У меня была одна знакомая, дочь партизана, вернее — сирота.
Она работала в аптеке, в Минске, напротив обелиска — очень высоко — и — вечного огня по тем, что — померли, так скажем, коротко — Марина. Тоже Марина.
Америка.
— Марина, как жизнь?
— Ничего.
— А как ты?
— Ничего.
— Познакомьтесь, товарищ, Марина.
— То же самое. — Та говорит, что помоложе.
— Марина.
— Как Юра? Как Галя?
— Ты из вежливости?
— Нет, из интереса.
— Ничего. И Юра и Галя — ничего. А как ты?
— Из вежливости?
— Нет, серьезно — как? Как дети? Как все устроилось?
— Отлично.
— Марина — это я к Цветаевой — это мои товарищи. — а это — Марина Цветаева.
— Слышала, но не читала.
— И не читай, — сказала Марина Цветаева.
— Все же — я посоветовал — вы уж так не разговаривайте. Читатель — можно и не читать. Тебе, Марина, можно. Ничего не читай вообще. Совет нелеп. Но — не читай, разучись грамоте вообще.
— Сумеете?
— Запросто.
Вылетим.
И вылетели — ровно над тем местом, где и предполагалось. Во что я верил — вылетаем.
Вылетели, вылетели.
Марина приземлилась лучше, чем я.
Тормозной парашют сработал.
Я — лично — не надеялся, ибо Марина все сочиняет — но — сработал.

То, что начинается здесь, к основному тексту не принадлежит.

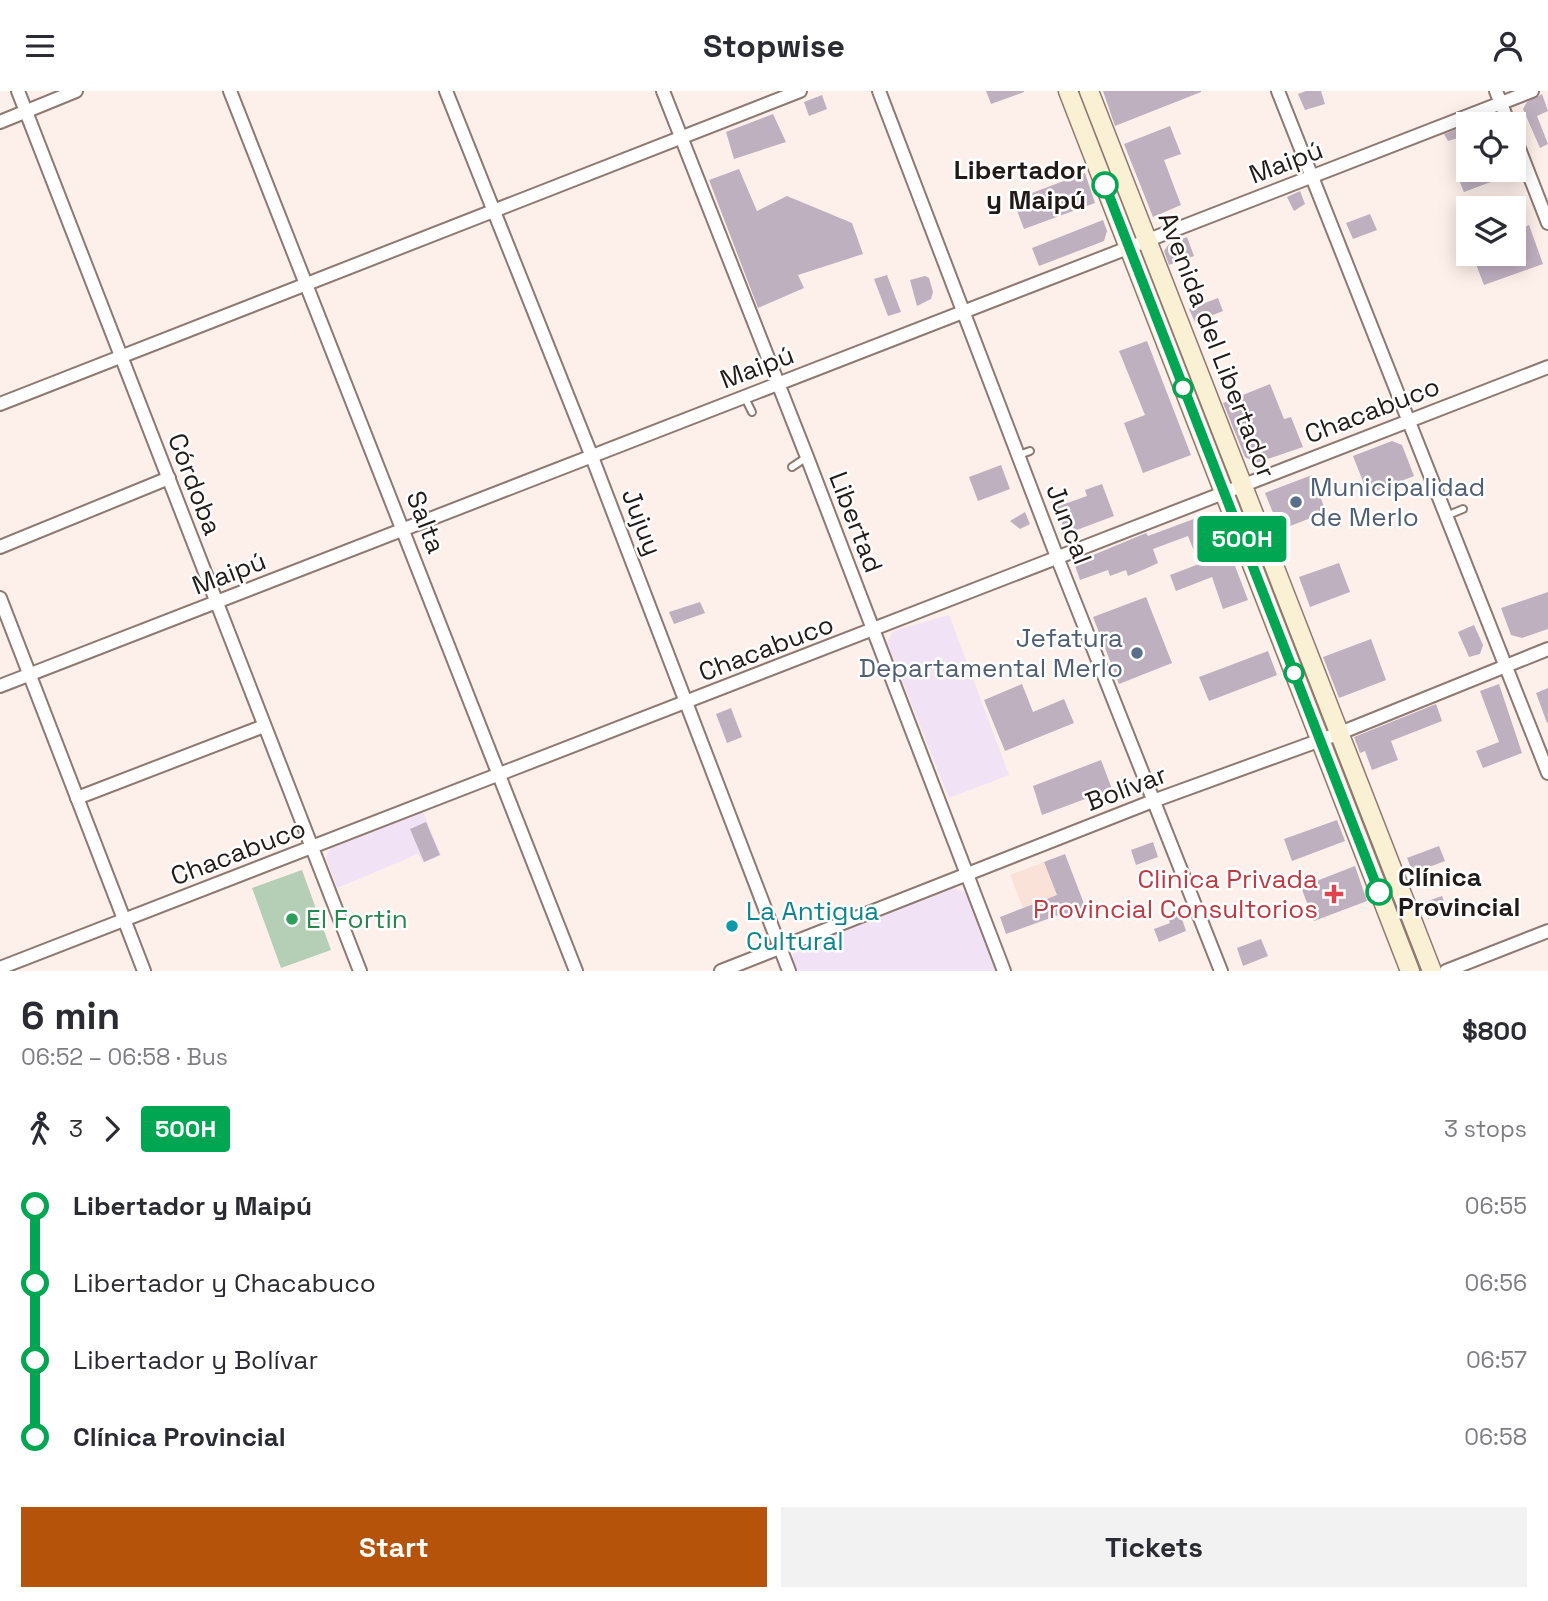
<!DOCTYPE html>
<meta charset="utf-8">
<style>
:root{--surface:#fff;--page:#f2f2f3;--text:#2b2b33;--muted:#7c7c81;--accent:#b45309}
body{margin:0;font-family:"Space Grotesk",sans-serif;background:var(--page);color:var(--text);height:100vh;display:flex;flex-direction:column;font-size:26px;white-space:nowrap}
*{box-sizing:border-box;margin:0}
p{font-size:23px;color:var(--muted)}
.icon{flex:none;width:38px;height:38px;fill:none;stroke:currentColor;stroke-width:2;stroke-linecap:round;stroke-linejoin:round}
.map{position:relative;height:880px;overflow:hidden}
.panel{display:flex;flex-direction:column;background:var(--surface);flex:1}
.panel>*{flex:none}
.badge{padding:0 14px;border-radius:5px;font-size:24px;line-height:46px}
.controls{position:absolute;left:1456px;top:21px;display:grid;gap:14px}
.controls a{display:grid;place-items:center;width:70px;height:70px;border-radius:0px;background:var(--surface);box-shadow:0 4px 18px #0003;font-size:35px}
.map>.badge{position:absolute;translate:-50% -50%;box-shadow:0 0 0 4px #fff}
.legs{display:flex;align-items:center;gap:10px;height:77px;padding:0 21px;font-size:23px}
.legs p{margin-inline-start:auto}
.summary{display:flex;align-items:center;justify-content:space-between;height:119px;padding:0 21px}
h1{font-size:38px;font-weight:600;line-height:52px}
.action{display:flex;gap:14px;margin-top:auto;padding:14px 21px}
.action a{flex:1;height:80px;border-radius:0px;background:var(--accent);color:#fff;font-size:28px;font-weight:600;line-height:80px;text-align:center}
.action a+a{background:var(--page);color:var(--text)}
ul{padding:0 21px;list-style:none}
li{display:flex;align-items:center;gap:24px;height:77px;font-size:26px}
li i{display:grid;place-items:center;width:10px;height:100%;margin:0 9px;background:currentColor}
li i::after{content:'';width:18px;height:18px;margin:-9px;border:5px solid;border-radius:50%;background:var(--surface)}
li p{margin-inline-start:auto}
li:first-child i{background:linear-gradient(#0000 50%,currentColor 0)}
li:last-child i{background:linear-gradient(currentColor 50%,#0000 0)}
header{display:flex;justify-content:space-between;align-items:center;height:91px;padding:0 21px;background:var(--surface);font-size:32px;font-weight:600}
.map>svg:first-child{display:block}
</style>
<header><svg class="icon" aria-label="menu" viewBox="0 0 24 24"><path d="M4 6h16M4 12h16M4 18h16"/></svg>Stopwise<svg class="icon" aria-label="person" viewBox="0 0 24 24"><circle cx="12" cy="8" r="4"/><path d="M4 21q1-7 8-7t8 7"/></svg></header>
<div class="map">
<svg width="1548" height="880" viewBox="0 0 1548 880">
<rect width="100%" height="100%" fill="#fdefea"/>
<g fill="#f2e2f5">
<path d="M949,524L1009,684L949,707L887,552L893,540Z"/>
<path d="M423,721L441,764L423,772L418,763L337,797L326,767L330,757Z"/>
<path d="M954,797L966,802L997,880H796L792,868L795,858Z"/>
</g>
<path fill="#fbe2d9" d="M1044,771L1057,804L1023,817L1010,784Z"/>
<path fill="#b4cfb6" d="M302,779L331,859L281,877L252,797Z"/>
<g fill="#bfb0c0">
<path d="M986,0H1024V1L991,13Z"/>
<path d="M1103,0H1201V1L1115,35Z"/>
<path d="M1306,0H1321L1325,13L1305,19L1298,3Z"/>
<path d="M1542,3L1548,20L1537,25L1548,53L1540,57L1523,18L1527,11Z"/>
<path d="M822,4L827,18L809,25L804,11Z"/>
<path d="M773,23L786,51L734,68L726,41Z"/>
<path d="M1468,34V44L1448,50L1444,43Z"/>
<path d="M1170,35L1181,63L1164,69L1181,114L1153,126L1124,53Z"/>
<path d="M739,78L757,120L787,105L852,132L863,163L798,184L804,197L758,217L709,89Z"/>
<path d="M1476,79H1491L1496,89L1464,101L1458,87Z"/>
<path d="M1085,82L1095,112L1024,138L1013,109Z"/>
<path d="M1300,100L1305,113L1294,120L1287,106Z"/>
<path d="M1514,117L1522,137L1529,134L1543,173L1484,194L1472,163H1514Z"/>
<path d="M1370,123L1377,139L1353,148L1346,132Z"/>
<path d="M1103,129L1107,140L1104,150L1039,175L1032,157Z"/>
<path d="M1187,146L1194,165L1169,174L1164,160L1169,153Z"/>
<path d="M887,184L901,221L888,225L874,188Z"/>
<path d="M925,185L929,187L933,201L931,208L917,215L910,189Z"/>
<path d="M1218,207L1223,220L1195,231L1189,218Z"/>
<path d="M1147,250L1191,364L1143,382L1124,332L1145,324L1119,260Z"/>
<path d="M1270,293L1284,328L1291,326L1303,356L1256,372L1245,366L1223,312Z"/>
<path d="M1392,350L1402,354L1414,385L1368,403L1353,365Z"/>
<path d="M1001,374L1010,398L978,410L969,386Z"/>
<path d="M1312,384L1326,421L1280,439L1265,402Z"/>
<path d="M1102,393L1114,425L1074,440L1063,435L1056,416L1087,405L1085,399Z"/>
<path d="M1025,421L1030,433L1020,438L1010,430Z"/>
<path d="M1207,423L1217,428L1248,509L1223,518L1212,486L1176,500L1170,484L1199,473L1188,445L1153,458L1158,472L1145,478L1128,485L1126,479L1110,485L1108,479L1080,489L1074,472L1146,442L1148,445Z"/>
<path d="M1339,472L1350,501L1310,516L1299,486Z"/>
<path d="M1548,501V538L1522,547L1511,544L1501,517Z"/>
<path d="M1146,506L1172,572L1119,593L1093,526Z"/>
<path d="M700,511L705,522L674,533L669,521Z"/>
<path d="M1474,534L1483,554L1480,563L1469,566L1458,541Z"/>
<path d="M1371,548L1386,589L1339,607L1323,566Z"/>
<path d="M1268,560L1277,584L1209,610L1199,586Z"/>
<path d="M1022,593L1033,621L1064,608L1074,632L1005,660L984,609Z"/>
<path d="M1499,593L1522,662L1483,677L1476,660L1499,651L1480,600Z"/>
<path d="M1548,597V631L1547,632L1536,602Z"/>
<path d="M1436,613L1442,630L1391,650L1398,669L1372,679L1365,660L1360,662L1354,646Z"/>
<path d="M731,617L742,646L727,652L716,623Z"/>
<path d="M1101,669L1112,698L1042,724L1033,695Z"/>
<path d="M1337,729L1345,750L1292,770L1284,748Z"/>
<path d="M426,731L440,764L424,771L410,738Z"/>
<path d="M1153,751L1158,766L1136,774L1131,759Z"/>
<path d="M1439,755L1445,770L1413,782L1407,767Z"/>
<path d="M1065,763L1086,818L1065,826L1064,822L1006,843L1000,826L1057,804L1044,771Z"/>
<path d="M1355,775L1367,810L1314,830L1301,796Z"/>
<path d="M1442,805L1448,821L1428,828L1422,812Z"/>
<path d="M1180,822L1186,840L1159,851L1154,838L1170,832L1168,827Z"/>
<path d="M1261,848L1268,865L1243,875L1237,857Z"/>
</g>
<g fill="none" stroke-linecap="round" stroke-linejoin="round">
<defs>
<g id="lane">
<path d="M745,307L752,321"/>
<path d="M1019,364L1030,360"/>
<path d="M792,376L807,366"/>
<path d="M1446,425L1463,418"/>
</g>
<g id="street">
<path d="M18,0L360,880"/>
<path d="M230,0L576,880"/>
<path d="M446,0L592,366L789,880"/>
<path d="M663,0L807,366L1004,880"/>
<path d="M879,0L1057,466L1221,880"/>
<path d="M1278,0L1548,682"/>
<path d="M1496,0L1509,33"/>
<path d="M0,31L76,0"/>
<path d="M1514,45L1548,132"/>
<path d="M0,313L800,0"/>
<path d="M0,456L169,387"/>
<path d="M0,507L144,880"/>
<path d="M0,595L1532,0"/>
<path d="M77,707L264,635"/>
<path d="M0,877L1548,276"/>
<path d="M721,880L1153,710L1340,642L1548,558"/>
<path d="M1446,880L1548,840"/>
</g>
<g id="secondary">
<path d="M1068,0L1410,880"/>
<path d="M1089,0L1432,880"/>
</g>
</defs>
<use href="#lane" stroke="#8d7971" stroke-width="10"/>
<use href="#street" stroke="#8d7971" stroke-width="16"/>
<use href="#secondary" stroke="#8d7971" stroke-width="21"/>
<use href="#lane" stroke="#fff" stroke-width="6"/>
<use href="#street" stroke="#fff" stroke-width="12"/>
<use href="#secondary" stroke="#faf1d5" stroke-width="18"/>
</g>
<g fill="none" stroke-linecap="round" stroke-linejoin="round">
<defs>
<path id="line-1" d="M1105,94L1379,801"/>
</defs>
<use href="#line-1" stroke="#fff" stroke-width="16"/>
<use href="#line-1" stroke="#00a651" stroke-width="10"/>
</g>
<g fill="#fff" stroke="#00a651" stroke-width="3.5">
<circle cx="1105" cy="94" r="12"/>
<circle cx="1183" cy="297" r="9"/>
<circle cx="1294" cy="582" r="9"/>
<circle cx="1379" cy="801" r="12"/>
</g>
<g fill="#5c6f8a" stroke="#fff" stroke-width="2.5">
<circle cx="1296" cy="411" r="7"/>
<circle cx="1137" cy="562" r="7"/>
</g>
<path fill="#e0444e" stroke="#fff" stroke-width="2.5" d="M1330.5 792.5h7v7h7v7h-7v7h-7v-7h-7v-7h7z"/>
<circle fill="#2e9e5b" stroke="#fff" stroke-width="2.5" cx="292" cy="828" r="7"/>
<circle fill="#0f9aa8" stroke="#fff" stroke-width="2.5" cx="732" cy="835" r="7"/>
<g text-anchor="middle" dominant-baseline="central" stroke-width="5" stroke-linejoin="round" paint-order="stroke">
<g font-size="26" fill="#221a17" stroke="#fff">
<text transform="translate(1286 71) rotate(-21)">Maipú</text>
<text transform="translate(1217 254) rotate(69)">Avenida del Libertador</text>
<text transform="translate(757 276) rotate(-21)">Maipú</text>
<text transform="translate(1372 319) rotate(-21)">Chacabuco</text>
<text transform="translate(195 393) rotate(69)">Córdoba</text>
<text transform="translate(426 431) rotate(69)">Salta</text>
<text transform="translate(642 431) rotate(69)">Jujuy</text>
<text transform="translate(856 431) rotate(69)">Libertad</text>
<text transform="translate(1069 433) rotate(69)">Juncal</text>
<text transform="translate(229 482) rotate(-21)">Maipú</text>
<text transform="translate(766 557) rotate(-21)">Chacabuco</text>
<text transform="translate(1126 697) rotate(-21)">Bolívar</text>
<text transform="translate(238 761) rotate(-21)">Chacabuco</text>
</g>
<g font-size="26" font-weight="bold" fill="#221a17" stroke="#fff" text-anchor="end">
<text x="1086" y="79">Libertador<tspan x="1086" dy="30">y Maipú</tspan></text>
<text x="1398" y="786" text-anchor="start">Clínica<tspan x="1398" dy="30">Provincial</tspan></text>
</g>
<g font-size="26" fill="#4e5e75" stroke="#fff" text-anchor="start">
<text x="1310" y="396">Municipalidad<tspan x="1310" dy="30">de Merlo</tspan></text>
<text x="1123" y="547" text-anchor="end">Jefatura<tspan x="1123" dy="30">Departamental Merlo</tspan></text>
</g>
<g font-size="26" fill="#be3a42" stroke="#fff" text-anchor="end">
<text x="1318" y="788">Clinica Privada<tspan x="1318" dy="30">Provincial Consultorios</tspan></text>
</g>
<g font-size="26" fill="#0d838f" stroke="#fff" text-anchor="start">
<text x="746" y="820">La Antigua<tspan x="746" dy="30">Cultural</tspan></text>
</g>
<g font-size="26" fill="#27864d" stroke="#fff" text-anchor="start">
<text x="306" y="828">El Fortin</text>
</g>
</g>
</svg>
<div class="controls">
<a><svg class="icon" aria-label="locate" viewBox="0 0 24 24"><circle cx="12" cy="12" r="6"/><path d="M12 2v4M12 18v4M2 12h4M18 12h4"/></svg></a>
<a><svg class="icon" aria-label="layers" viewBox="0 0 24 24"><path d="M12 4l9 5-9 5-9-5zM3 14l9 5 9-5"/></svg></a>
</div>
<b class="badge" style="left:1242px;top:448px;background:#00a651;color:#fff">500H</b>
</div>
<section class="panel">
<div class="summary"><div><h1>6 min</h1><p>06:52 – 06:58 · Bus</p></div><b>$800</b></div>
<div class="legs"><svg class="icon" aria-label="walk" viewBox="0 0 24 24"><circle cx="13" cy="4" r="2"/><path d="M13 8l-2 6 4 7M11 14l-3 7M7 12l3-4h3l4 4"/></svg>3<svg class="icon" aria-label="forward" viewBox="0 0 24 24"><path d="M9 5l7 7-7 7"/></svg><b class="badge" style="background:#00a651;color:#fff">500H</b><p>3 stops</p></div>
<ul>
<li><i style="color:#00a651"></i><b>Libertador y Maipú</b><p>06:55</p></li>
<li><i style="color:#00a651"></i><span>Libertador y Chacabuco</span><p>06:56</p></li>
<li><i style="color:#00a651"></i><span>Libertador y Bolívar</span><p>06:57</p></li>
<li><i style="color:#00a651"></i><b>Clínica Provincial</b><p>06:58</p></li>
</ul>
<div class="action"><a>Start</a><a>Tickets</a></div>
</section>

Нас выбросило туда, куда нам попасть хотелось.
Там шел дождик.
Ну мелкий, такой мелкий.
Зонтов — не нужно, а им, американцам все под зонтами, в нейлоне и поролоне — в чем? — Зонтов почти не виделось, на
что Марина, не удивившись, а усмехнувшись —
улыбнувшись — мне сказала — суки.
Тут извинилась, хотя.
Стон.
Мы с Мариной очутились там, где нам и быть недолжно — не по чину, — я имею в виду — и — на виду — Марину — но — очутилась с неба свалившись. С неба. С помощью тех систем торможения — если надаешь — о чем Марина забыла — или — понадеялась, что и тут ее уж пронесет — нет — не пронесло, все было технически исполнено очень и очень точно.
Америка.
А мы — мы — по делам.
— Марина, это их дела. Нам важно — не пролететь.
— Не пролетим.
(собачки, милые, что ели из своих вроде мисочек.)
— Вы понимаете — не промахнуться.
— Я вам обещаю.
Читатель, земной шар — сверху — выглядит блистательно. Он голубой — морей больше, чем суши, — он — родина человечества — голубой, бледно-голубой — а иной раз и — ярко. В общем — поскольку у нас с Мариной были свои дела — вовсе не космического порядка, но — женщина в ней преобладала и — вот тут уж, читатель, я ничего не понимаю. Абсолютно.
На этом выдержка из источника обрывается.